• _EXERCISE_:
Repeat the records below line by line, exactly, finishing on the line that contains "width:54px; height:54px; display:grid;".

• _INPUT FOR THIS TASK_:
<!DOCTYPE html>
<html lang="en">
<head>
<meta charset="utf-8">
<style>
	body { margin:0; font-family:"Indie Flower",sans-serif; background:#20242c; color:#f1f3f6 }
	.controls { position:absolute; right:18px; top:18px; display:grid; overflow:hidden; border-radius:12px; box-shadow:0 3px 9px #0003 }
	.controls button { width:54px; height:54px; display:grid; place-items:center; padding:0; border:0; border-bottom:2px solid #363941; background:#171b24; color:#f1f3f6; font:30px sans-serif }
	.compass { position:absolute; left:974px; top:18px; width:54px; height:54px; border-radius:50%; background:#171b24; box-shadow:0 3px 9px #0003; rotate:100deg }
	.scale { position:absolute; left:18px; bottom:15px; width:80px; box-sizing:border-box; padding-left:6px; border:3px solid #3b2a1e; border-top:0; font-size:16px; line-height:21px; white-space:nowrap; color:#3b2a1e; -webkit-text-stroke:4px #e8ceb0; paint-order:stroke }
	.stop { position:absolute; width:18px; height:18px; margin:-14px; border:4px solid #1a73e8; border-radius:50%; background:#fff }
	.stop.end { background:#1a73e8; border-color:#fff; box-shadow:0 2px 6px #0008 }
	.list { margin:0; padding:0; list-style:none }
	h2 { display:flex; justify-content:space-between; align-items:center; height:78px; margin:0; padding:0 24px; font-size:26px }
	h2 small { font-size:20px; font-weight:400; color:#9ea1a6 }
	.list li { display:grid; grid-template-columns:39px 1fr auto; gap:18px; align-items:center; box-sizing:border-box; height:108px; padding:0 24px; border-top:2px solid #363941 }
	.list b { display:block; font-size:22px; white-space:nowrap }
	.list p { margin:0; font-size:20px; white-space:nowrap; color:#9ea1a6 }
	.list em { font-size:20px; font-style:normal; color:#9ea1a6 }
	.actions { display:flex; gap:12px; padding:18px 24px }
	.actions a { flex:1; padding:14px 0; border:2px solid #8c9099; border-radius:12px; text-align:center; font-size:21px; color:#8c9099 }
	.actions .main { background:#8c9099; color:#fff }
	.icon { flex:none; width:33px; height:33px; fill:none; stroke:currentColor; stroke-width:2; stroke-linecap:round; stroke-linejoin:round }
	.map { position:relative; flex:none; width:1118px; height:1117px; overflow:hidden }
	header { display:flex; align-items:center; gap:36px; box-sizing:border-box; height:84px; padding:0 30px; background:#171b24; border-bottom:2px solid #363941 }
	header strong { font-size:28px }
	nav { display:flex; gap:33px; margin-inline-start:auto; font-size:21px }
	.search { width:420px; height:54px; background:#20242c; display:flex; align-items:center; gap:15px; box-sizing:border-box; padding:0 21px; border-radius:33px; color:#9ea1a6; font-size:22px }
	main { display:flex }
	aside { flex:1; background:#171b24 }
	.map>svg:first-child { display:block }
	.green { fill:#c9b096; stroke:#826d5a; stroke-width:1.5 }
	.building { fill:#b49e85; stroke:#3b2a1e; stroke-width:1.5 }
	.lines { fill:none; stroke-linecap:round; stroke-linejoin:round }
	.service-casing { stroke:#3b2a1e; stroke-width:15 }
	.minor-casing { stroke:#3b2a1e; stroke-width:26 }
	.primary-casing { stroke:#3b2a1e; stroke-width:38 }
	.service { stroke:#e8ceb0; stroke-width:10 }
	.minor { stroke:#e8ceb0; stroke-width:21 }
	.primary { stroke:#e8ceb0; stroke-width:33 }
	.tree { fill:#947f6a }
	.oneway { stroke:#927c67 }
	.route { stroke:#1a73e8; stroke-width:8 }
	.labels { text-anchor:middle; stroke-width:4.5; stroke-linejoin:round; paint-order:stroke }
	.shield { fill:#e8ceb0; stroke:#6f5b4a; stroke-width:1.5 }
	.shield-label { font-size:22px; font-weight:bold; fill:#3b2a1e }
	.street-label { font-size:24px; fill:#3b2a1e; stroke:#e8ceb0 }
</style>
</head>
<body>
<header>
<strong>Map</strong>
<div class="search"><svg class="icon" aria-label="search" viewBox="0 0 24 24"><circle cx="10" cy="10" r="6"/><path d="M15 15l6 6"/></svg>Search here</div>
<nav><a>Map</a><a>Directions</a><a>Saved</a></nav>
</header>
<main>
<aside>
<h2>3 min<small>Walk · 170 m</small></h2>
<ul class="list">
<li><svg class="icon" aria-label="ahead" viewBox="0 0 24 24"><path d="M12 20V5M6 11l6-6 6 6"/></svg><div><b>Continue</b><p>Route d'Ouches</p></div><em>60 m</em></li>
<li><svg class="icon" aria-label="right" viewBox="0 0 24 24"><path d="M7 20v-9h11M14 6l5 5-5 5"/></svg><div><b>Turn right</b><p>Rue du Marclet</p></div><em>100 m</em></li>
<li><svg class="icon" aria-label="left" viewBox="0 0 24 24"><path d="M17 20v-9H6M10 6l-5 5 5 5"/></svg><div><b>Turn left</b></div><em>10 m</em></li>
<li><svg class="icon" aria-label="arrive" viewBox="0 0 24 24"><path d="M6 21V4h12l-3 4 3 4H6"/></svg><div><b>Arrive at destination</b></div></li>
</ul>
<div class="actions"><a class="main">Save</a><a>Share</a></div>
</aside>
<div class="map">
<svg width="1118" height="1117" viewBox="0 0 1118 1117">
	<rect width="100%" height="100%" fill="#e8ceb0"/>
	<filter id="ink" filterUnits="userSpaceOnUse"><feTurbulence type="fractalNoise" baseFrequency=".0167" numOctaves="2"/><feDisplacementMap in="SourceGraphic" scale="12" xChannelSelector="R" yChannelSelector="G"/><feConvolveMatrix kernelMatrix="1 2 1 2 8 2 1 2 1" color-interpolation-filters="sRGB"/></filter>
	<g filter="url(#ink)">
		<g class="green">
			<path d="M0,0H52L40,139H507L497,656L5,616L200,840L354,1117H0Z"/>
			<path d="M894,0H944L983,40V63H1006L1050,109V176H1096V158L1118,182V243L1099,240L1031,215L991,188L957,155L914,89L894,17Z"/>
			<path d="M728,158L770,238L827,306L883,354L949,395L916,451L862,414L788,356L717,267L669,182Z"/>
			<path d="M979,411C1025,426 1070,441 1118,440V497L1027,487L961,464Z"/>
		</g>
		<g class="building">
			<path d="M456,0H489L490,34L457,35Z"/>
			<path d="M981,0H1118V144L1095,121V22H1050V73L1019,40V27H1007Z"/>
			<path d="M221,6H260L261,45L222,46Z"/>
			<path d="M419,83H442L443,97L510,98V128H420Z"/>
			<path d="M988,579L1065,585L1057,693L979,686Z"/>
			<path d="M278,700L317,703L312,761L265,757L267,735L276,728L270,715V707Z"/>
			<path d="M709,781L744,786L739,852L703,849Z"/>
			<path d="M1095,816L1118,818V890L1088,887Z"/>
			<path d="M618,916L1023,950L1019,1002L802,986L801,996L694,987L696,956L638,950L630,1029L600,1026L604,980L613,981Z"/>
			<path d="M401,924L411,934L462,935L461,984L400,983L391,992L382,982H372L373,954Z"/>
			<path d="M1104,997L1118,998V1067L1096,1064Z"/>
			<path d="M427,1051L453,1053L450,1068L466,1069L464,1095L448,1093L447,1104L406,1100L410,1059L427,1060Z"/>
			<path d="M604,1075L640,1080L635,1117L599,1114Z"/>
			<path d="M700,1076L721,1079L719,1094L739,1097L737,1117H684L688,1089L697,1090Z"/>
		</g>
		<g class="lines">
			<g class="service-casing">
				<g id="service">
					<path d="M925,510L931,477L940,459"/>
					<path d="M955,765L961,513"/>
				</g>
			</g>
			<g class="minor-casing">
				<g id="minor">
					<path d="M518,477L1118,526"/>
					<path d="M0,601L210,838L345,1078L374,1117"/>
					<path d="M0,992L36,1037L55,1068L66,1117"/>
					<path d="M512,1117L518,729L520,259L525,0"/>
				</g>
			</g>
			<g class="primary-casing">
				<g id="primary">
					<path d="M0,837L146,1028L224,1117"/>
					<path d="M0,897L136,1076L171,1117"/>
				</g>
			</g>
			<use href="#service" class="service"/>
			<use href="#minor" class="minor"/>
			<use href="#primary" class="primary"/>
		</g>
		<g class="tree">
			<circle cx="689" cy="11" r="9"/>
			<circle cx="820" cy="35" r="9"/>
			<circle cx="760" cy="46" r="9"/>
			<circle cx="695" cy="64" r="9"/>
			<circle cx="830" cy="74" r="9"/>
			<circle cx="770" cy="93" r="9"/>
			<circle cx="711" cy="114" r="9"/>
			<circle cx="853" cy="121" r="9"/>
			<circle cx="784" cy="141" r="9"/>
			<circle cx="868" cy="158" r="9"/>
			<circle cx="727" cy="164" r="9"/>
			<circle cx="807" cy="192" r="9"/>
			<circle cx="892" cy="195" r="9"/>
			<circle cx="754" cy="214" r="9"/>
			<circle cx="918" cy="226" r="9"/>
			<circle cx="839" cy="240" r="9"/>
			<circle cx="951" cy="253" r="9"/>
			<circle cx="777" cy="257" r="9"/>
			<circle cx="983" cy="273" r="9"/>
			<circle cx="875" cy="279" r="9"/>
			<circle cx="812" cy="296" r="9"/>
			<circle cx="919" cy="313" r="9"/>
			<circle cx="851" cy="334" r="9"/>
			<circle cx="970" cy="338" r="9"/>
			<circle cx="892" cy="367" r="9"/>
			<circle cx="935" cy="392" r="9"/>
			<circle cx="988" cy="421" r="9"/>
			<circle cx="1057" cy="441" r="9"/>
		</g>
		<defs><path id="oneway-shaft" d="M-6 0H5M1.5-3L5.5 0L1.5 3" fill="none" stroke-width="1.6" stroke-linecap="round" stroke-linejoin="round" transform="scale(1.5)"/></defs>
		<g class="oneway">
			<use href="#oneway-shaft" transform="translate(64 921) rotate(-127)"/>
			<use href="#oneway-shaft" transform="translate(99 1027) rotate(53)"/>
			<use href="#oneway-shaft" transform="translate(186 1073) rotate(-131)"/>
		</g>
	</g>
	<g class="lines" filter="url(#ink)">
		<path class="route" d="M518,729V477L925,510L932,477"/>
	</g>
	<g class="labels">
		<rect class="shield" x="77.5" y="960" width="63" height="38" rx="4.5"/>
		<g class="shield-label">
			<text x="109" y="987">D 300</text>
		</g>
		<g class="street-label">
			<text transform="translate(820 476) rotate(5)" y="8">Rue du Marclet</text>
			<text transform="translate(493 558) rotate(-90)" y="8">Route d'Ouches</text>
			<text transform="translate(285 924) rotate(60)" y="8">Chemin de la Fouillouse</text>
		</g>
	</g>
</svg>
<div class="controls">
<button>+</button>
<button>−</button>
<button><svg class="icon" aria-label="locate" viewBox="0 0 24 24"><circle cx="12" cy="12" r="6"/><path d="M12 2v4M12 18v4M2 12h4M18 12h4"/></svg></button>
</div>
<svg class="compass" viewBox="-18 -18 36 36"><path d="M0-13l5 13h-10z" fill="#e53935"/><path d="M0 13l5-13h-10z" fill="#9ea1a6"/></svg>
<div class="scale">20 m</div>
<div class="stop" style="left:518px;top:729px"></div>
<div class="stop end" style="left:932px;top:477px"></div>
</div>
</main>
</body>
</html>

• _EXERCISE ANSWER_:
<!DOCTYPE html>
<html lang="en">
<head>
<meta charset="utf-8">
<style>
	body { margin:0; font-family:"Indie Flower",sans-serif; background:#20242c; color:#f1f3f6 }
	.controls { position:absolute; right:18px; top:18px; display:grid; overflow:hidden; border-radius:12px; box-shadow:0 3px 9px #0003 }
	.controls button { width:54px; height:54px; display:grid; place-items:center; padding:0; border:0; border-bottom:2px solid #363941; background:#171b24; color:#f1f3f6; font:30px sans-serif }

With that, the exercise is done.